In 2020, the City of Baldwin uncovered that the retention ponds built in the airport business park were built incorrectly. The building errors were fixed by the county’s engineering firm, Foothills Land Design, but the City of Baldwin has been unable to grant a variance from their new minimum development standards to Rhodes and Higgins as they wait for further clarification that the park’s infrastructure can support the new building.
Rhodes told the council Monday that they’re on the same page, and that they want the same things: bringing businesses to Habersham County. He said that the only place he and the council have “hit heads” is on the variance request for his client’s development in the business park.
Business park incentives
Following his clarification to the council on their shared goals, Rhodes asked the council to look into offering incentives for businesses that come to the park.
“You’ve probably never been asked about an incentive for someone to locate in Baldwin,” Rhodes said, bringing up the incentives Partnership Habersham offered a hotel coming to Cornelia. He says that if larger industries come to the city, looking to set up a location, “I think it behooves us to roll out the red carpet.”
Councilwoman Alice Venter shared that while she wants to bring industry to Baldwin, the kind of businesses currently occupying the business park don’t bring enough tax revenue to the city or county, or offer enough jobs to citizens, to warrant tax incentives. Rhodes assured the council that new businesses coming to the area would be larger businesses that would have more employment opportunities.
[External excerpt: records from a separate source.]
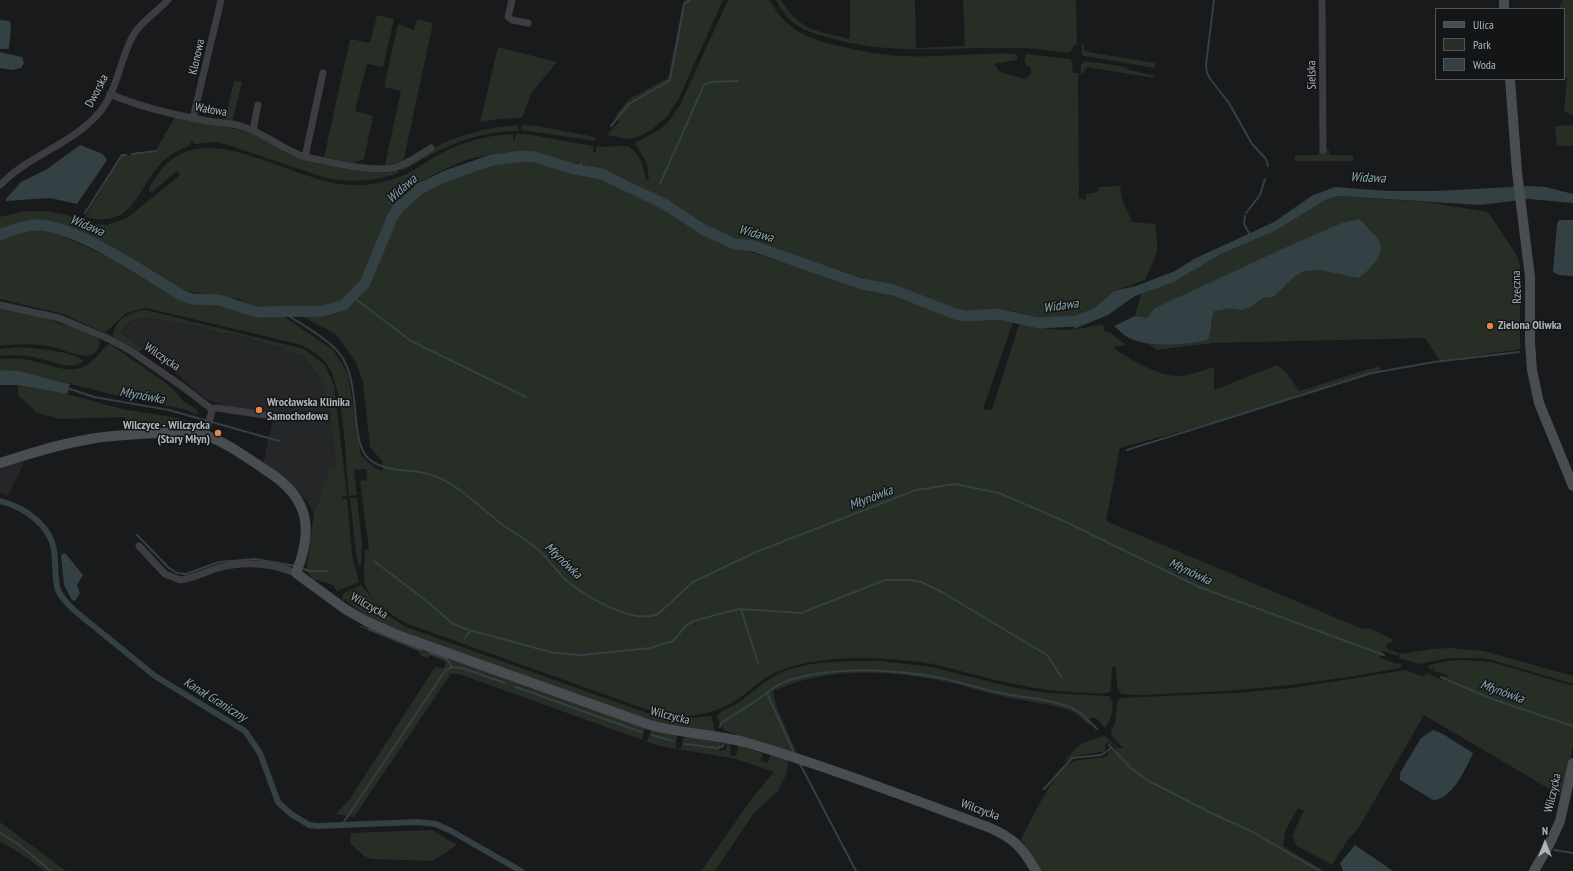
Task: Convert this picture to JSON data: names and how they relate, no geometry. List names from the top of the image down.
{
  "streets": {
    "street": [
      "Klonowa",
      "Sielska",
      "Dworska",
      "Wałowa",
      "Rzeczna",
      "Wilczycka"
    ]
  },
  "crossings": [
    ["Klonowa", "Wałowa"],
    ["Dworska", "Wałowa"]
  ],
  "water": ["Widawa", "Młynówka", "Kanał Graniczny"],
  "places": ["Zielona Oliwka", "Wrocławska Klinika Samochodowa", "Wilczyce - Wilczycka (Stary Młyn)"],
  "legend": ["Ulica", "Park", "Woda"],
  "north": "top"
}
Councilwoman Stephanie Almagno shared what the mayor of a town near Savannah told the city council surrounding tax incentives when they visited their inland port.
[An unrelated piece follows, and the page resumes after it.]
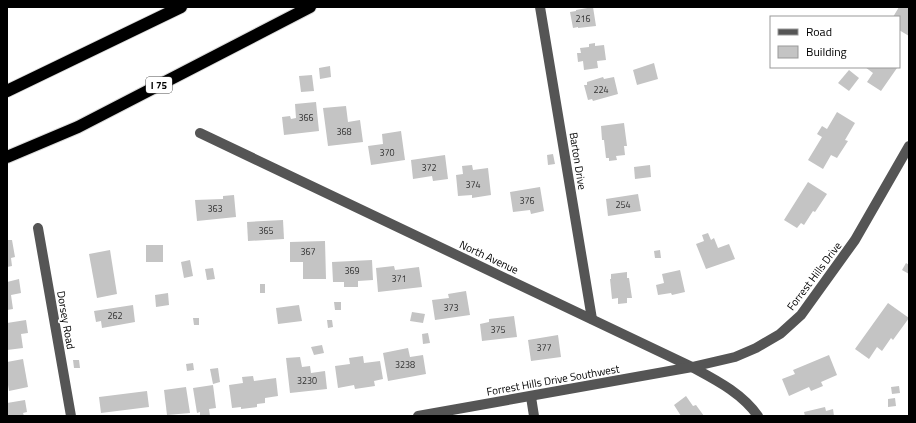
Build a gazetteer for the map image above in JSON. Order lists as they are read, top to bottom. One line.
{"streets":{"highway":["I 75"],"street":["Barton Drive","North Avenue","Forrest Hills Drive","Dorsey Road","Forrest Hills Drive Southwest"]},"crossings":[["Barton Drive","North Avenue"],["North Avenue","Forrest Hills Drive"],["North Avenue","Forrest Hills Drive Southwest"],["Forrest Hills Drive","Forrest Hills Drive Southwest"]],"house_numbers":["216","224","366","368","370","372","374","376","254","363","365","367","369","371","373","262","375","377","3238","3230"],"legend":["Road","Building"]}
“Everybody’s going to want their handout, everyone’s going to want their incentives– he said ‘Don’t do it, you have the location, you have the railroad, you have the highway,’” Almagno said. “It’s really interesting because Mr. Fiveash comes here a couple of months ago and says ‘hey, these businesses are going to come in, these are the kind of taxes your citizens could see,’ and then, on the other hand, [they’re] looking at incentives which are going to take away those taxes. So, as Councilwoman Venter says, we have to balance the needs of the city in providing services.”
Mayor Joe Elam said the council would look into incentives for industrial businesses coming to the city, and that the city has had incentives “on the books” for years that could use review.
Giving the region a “black eye”
This was the first time since Rhodes’s public airing of grievances with the commission and local news outlets that he’s come before the Baldwin City Council, and Councilwomen Venter and Almagno weren’t shy about addressing how his comments to the commission and media impacted the city, the county, and the engineering firms involved.
“These are the conversations we need to have quietly,” Almagno said. “For me, I have been very upset with the way you have presented Habersham and Baldwin and the development authority to the commission and to the public.”
Almagno and Venter both shared with Rhodes how his comments have damaged the reputations of the entities involved, and Almagno encouraged Rhodes to bring those issues to the officials involved directly so that they can be addressed, rather than involving the public.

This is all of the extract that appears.